La España de la rabia y el desencanto
Cientos de personas culpan directamente al sistema frente al Tribunal Supremo: banqueros, políticos y jueces son señalados como las razones últimas de una crisis que no ha terminado
La España de la rabia y el desencanto, un país convencido de que el origen de su último gran trauma —la crisis económica— es de los bancos, volvió a salir bajo el frío y la lluvia a las calles. La espita fue un episodio judicial que transparentó súbitamente el delicado engranaje del establishment: una sentencia del Tribunal Supremo que cargaba los impuestos de las hipotecas a los bancos en lugar de al cliente; una noticia extraordinaria que tardó dos semanas en convertirse en un monumental escándalo, cuando desde el Supremo se votó volver a la situación anterior. En Madrid, y frente al Supremo, cientos de personas cargaron directamente contra el sistema: banqueros, políticos y jueces fueron señalados como las razones últimas de una crisis que, según el 84,4% de los ciudadanos encuestados por 40dB. para EL PAÍS, no ha terminado.
A las 17.30 de la tarde, media hora antes de inicio de las concentraciones, el megáfono ya estaba a pleno rendimiento en la plaza de la Villa de París: “Un hipotecado es un esclavizado”, “tenemos la solución, los banqueros a prisión”, “el oro del banquero, la sangre del obrero”, “hay gritos en la calle y no le importa a nadie”. Había entonces 200 o 300 personas en pie bajo la llovizna frente a la fachada del Supremo blindada por agentes de la Policía Nacional.

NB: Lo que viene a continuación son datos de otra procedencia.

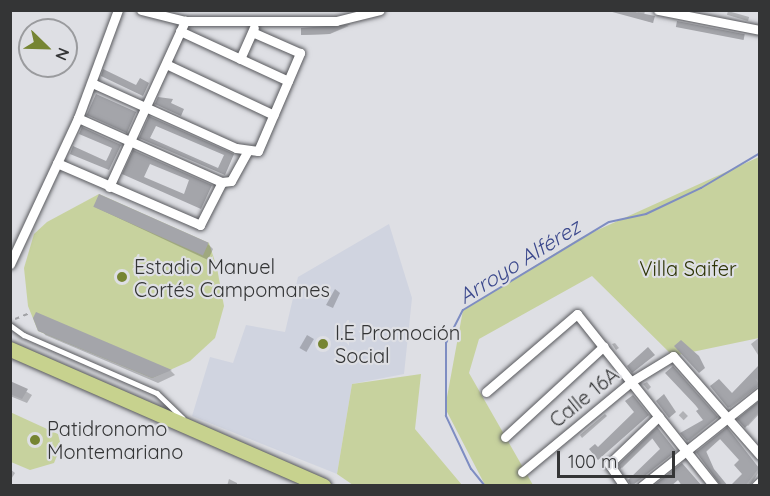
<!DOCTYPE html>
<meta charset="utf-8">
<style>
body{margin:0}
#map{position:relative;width:770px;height:496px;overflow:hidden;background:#dedfe4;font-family:Quicksand,sans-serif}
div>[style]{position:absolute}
.built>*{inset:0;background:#d0d4e0}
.green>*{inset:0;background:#c7d29e}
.shadow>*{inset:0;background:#0003;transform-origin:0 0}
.stream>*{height:2px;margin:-1px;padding:0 1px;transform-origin:1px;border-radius:1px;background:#7e8dc2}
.building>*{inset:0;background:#a4a5aa;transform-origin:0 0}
.path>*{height:1.5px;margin-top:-0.75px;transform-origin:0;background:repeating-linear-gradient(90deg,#a1a2a6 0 4.5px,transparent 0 9px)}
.roads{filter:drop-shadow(0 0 2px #58595d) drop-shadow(0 0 2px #58595d)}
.lane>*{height:4.5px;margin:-2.25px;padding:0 2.25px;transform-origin:2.25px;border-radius:2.25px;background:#fff}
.street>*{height:9px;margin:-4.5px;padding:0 4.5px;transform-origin:4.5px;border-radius:4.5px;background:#fff}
.primary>*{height:15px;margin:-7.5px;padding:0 7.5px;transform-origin:7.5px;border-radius:7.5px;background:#c7d28e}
.dots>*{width:16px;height:16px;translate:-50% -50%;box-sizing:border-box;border:3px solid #dedfe4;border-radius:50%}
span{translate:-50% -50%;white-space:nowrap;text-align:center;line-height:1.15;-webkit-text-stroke:4.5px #dedfe4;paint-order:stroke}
.poi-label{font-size:20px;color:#343536}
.left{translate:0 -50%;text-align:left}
.park-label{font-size:20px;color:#2d3405}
.street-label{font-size:20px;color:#343536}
.water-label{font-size:21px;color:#3c498d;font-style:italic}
.frame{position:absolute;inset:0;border:12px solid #343536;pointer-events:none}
.north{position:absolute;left:18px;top:18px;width:60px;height:60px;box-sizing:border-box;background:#dedfe4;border:2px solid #9a9b9e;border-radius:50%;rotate:113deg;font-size:16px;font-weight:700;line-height:24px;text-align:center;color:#343536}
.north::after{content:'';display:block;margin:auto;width:21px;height:27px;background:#768533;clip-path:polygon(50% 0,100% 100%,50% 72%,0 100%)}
.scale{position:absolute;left:557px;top:451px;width:118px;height:27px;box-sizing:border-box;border:3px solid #343536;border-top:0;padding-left:8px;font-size:18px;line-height:21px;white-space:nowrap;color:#343536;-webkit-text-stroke:4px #dedfe4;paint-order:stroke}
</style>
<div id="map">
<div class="built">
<div style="clip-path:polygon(389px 224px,412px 298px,404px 374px,352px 384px,337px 474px,192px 416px,210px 357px,233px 363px,246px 325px,285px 332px,298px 277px)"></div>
</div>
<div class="green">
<div style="clip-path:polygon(759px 157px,759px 338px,673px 356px,592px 276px,479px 339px,469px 373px,533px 485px,485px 485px,445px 408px,463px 310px,580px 238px)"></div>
<div style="clip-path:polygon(99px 194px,209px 243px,217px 268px,224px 306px,215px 338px,190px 361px,152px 378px,38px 331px,28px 306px,24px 268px,34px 234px,47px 222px)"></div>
<div style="clip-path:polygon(421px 374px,415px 429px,462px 485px,353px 485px,337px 474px,352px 384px)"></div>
<div style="clip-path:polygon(10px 412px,58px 434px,61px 446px,54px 463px,30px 470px,11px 462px)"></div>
</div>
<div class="shadow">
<div style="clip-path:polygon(611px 10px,637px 14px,638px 10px,645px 10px,644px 16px,654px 23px)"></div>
<div style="left:728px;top:11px;width:22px;height:4px;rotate:16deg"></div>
<div style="clip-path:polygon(349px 26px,330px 34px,302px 35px,302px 29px)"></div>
<div style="clip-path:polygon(95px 207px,208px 244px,213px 249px,208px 260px)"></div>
<div style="clip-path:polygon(335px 289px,340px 293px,333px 308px,326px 305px)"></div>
<div style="clip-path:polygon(36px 314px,171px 371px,175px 375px,158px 383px,45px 335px)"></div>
<div style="left:307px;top:335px;width:8px;height:15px;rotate:30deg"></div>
<div style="clip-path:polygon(760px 337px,760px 358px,751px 344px)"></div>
<div style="clip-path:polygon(615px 343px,619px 348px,616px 350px,612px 344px)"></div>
<div style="clip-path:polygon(760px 367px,760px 385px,730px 408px,712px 387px,732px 395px)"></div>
<div style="clip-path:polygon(673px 369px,717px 418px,689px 441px,683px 433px,705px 420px)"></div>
<div style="clip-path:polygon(10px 382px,32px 395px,27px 403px,10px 396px)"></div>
<div style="clip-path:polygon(647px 382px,651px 387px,648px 390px,643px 384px)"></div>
<div style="clip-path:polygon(760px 402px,760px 413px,748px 426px,739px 419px)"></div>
<div style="left:683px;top:411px;width:7px;height:6px;rotate:45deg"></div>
<div style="clip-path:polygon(605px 414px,607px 416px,582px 438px,580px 435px)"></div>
<div style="clip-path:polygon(657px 429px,675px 452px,632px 486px,630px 480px,663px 449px,653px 438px,622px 468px,620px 465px)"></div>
<div style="clip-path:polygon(727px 429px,760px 470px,750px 486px,732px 486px,744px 474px,741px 460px,721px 438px,706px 452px,698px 452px)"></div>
<div style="clip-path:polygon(10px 469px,15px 473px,10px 481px)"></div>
<div style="clip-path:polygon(229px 479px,237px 483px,237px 486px,227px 486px)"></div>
</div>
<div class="stream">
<div style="left:485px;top:486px;width:22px;rotate:-129deg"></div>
<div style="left:471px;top:469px;width:59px;rotate:-115.3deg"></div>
<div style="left:446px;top:416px;width:73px;rotate:-90deg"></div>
<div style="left:446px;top:343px;width:37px;rotate:-63deg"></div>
<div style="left:463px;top:310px;width:170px;rotate:-31.1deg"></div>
<div style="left:609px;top:222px;width:38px;rotate:-12deg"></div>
<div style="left:646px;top:214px;width:61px;rotate:-25.3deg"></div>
<div style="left:701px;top:188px;width:69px;rotate:-30.7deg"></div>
</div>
<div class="building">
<div style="clip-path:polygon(605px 10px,626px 10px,655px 16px,653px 23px)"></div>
<div style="left:677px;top:21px;width:69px;height:6px;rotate:11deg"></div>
<div style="clip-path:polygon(351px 24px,329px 34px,301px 35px,301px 28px)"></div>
<div style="clip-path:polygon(103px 69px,136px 85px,140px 78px,149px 83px,143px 96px,101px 76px)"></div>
<div style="left:96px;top:94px;width:44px;height:23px;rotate:24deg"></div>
<div style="clip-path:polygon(158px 97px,173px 99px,171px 103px,184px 109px,181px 116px,155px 104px)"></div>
<div style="clip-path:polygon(evenodd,149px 116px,234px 154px,225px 175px,139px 138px,149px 116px,156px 126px,224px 155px,218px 168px,150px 138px,156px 126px)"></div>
<div style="clip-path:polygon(82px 127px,121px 145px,109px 170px,70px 154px,73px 146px,106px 161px,109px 155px,112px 148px,79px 134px)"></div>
<div style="clip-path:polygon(evenodd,133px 150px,212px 185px,201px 209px,122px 174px,133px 150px,150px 164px,189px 180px,184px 194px,144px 177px,150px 164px)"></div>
<div style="left:99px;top:194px;width:120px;height:14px;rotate:24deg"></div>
<div style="clip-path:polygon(36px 312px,172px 370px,152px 378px,38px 331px,33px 318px)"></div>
<div style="clip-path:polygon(681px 340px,699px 356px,705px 368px,699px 373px,674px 346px)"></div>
<div style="clip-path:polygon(648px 347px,655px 355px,632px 373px,627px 366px)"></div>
<div style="clip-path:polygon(759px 365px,759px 382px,755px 378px,759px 384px,728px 408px,710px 386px,719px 379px,732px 393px)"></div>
<div style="clip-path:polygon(673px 366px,718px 417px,687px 441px,680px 433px,703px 420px,696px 411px,699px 409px,665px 373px)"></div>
<div style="clip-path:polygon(10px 381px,28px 389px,22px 399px,10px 394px)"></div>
<div style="clip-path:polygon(664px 394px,676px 412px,669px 418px,656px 401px)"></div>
<div style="clip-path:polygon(633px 395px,649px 415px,598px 460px,589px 449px,595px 444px,598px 447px,634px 412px,625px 401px)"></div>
<div style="clip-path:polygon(759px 401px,759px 412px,745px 428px,737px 419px)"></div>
<div style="clip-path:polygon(657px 427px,676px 451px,631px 486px,628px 480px,660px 449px,652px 438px,620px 469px,618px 465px)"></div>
<div style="clip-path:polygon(727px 427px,759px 468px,745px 486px,730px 486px,742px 474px,734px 465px,739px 460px,720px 439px,706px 451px,714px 469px,728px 486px,721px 486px,696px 452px)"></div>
<div style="clip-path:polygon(682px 463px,702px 486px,682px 486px,678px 480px,671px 486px,653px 486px)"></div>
</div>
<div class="path">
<div style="left:15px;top:319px;width:16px;rotate:-22deg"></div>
</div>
<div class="roads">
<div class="lane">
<div style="left:10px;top:325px;width:17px;rotate:36deg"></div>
<div style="left:24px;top:335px;width:145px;rotate:23.6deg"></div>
<div style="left:157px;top:393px;width:36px;rotate:44deg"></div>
</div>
<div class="street">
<div style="left:141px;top:10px;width:45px;rotate:14deg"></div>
<div style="left:185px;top:21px;width:151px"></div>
<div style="left:336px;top:21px;width:45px;rotate:-14deg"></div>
<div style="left:658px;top:10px;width:104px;rotate:11.1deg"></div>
<div style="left:180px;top:31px;width:119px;rotate:24.8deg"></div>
<div style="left:240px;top:59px;width:34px;rotate:-66deg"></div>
<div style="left:166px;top:64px;width:119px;rotate:25.3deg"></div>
<div style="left:92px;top:83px;width:158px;rotate:24.3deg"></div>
<div style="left:236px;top:148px;width:22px;rotate:8deg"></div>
<div style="left:258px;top:151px;width:107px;rotate:-66.8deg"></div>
<div style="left:300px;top:53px;width:52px;rotate:-156.4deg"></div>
<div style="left:78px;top:118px;width:158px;rotate:24deg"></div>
<div style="left:57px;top:163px;width:156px;rotate:23.4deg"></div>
<div style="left:200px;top:225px;width:48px;rotate:-62.9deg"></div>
<div style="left:222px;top:182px;width:9px;rotate:-6deg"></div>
<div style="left:231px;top:181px;width:35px;rotate:-61deg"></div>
<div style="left:109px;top:187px;width:183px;rotate:-65.4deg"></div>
<div style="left:10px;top:264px;width:161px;rotate:-65deg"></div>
<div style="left:78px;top:118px;width:115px;rotate:-69.7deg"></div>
<div style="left:486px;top:392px;width:120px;rotate:-40.6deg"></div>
<div style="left:577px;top:314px;width:220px;rotate:51.5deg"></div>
<div style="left:505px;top:437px;width:134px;rotate:-42.6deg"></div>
<div style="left:522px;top:472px;width:143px;rotate:-39.6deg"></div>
<div style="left:632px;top:381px;width:48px;rotate:-31.4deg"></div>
<div style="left:673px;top:356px;width:132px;rotate:48.7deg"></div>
<div style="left:624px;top:486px;width:27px;rotate:-124deg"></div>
<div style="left:609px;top:464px;width:69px;rotate:-43.8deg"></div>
<div style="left:642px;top:486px;width:151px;rotate:-38.5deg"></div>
<div style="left:756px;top:486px;width:6px;rotate:-45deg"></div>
</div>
<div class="primary">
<div style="left:10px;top:349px;width:342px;rotate:23.6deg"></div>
</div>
</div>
<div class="dots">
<div style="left:122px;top:277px;background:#768533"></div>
<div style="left:323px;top:344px;background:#768533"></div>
<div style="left:35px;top:440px;background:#768533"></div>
</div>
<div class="poi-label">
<span class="left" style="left:134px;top:278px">Estadio Manuel<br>Cortés Campomanes</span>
<span class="left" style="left:335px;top:344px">I.E Promoción<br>Social</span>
<span class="left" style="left:47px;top:440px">Patidronomo<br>Montemariano</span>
</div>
<div class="park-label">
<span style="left:688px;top:268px">Villa Saifer</span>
</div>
<div class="street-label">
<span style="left:584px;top:397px;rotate:-39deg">Calle 16A</span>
</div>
<div class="water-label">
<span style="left:519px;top:261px;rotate:-32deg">Arroyo Alférez</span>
</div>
<div class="frame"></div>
<div class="north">N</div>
<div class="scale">100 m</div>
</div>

Llegó entonces Ángel Vázquez, Ángelo el titiritero, una institución en todas las movilizaciones a favor de las causas sociales en España desde hace más de veinte años. “De lo que se trata es de renovar eso de ahí dentro”, dice señalando el alto tribunal. Esgrime sus razones, entre ellas la supuesta pertenencia de muchos jueces al Opus Dei. Levanta sus carteles, en los que hay un dibujo de El Roto presente en muchas de las pancartas: “La justicia es igual para todos, las sentencias no”.
A las seis de la tarde ya ondean debajo banderas republicanas frente a la bandera constitucional que preside el Supremo. Gonzalo Ávila, jubilado, cree que el hastío español es un estado de ánimo larvado en el capitalismo. “¿Hay democracia? La hay como caricatura. Lo importante no se toca nunca. Ni es compatible democracia con capitalismo ni lo es con monarquía hereditaria, pero hay que reconocerles que el mecanismo es perfecto”. “Los bancos dirigen el país”, interrumpe Antonio Fernández Villanueva. Ángeles Montes utiliza una palabra recurrente en más manifestantes: paciencia. “La de los españoles parece infinita, pero no lo es. Se pasan una y otra vez, y a veces de un modo que no queda otra que salir a la calle”. Entre gritos de “detrás de los agentes, están los delincuentes” y “en este tribunal, todo huele mal”, Hilario Montero pide la palabra: “No hemos descubierto nada, pero lo hemos visto de forma muy cruda: la sumisión del poder político al poder económico, que alcanza a la justicia”. Esther Ruiz Barrera pregunta a este periodista cuántas hipotecas les han pagado los bancos a los magistrados. “¿De eso está usted segura?”. “Si no es así, se le parece mucho”, zanja Elisa González, una mujer de mediana edad que cree que España está a punto de decir otra vez, como en 2011, basta ya.
El informe que publica hoy EL PAÍS desentierra la fragilidad de la confianza de los ciudadanos respecto sus élites, la distancia de una sociedad alejada de sus gobernantes en el diagnóstico sobre la crisis y las consecuencias de esta, que han dejado por abrumadora mayoría a los ciudadanos mirando con sospecha a sus instituciones y cargando sobre ellas la responsabilidad de que no haya, diez años después, optimismo en encontrar la salida. En la manifestación de ayer en Madrid había muchos más viejos que jóvenes, pensionistas que en los últimos años han sido los que han mantenido la calle alerta y movilizada. Gente como Bernardo Domínguez, salmantino afincado desde hace cuarenta años en Madrid, que dice que las cosas no van a cambiar, pero de lo que se trata es de pelear para fingir que se puede hacer. Sonríe y habla del “desencanto”, contraponiéndolo a la rabia necesaria para evitar un país deprimido. Esa España rabiosa y desencantada que vio este sábado cómo se hacía de noche sobre el edificio del Tribunal Supremo y bajaban de golpe las temperaturas, recordó por un momento, apenas dos horas, a aquella del 15-M que empezó a quebrar el bipartidismo y conformó en el imaginario popular la idea de que si los escándalos y la impunidad no podían evitarse, lo que al menos se podía hacer era señalarlos.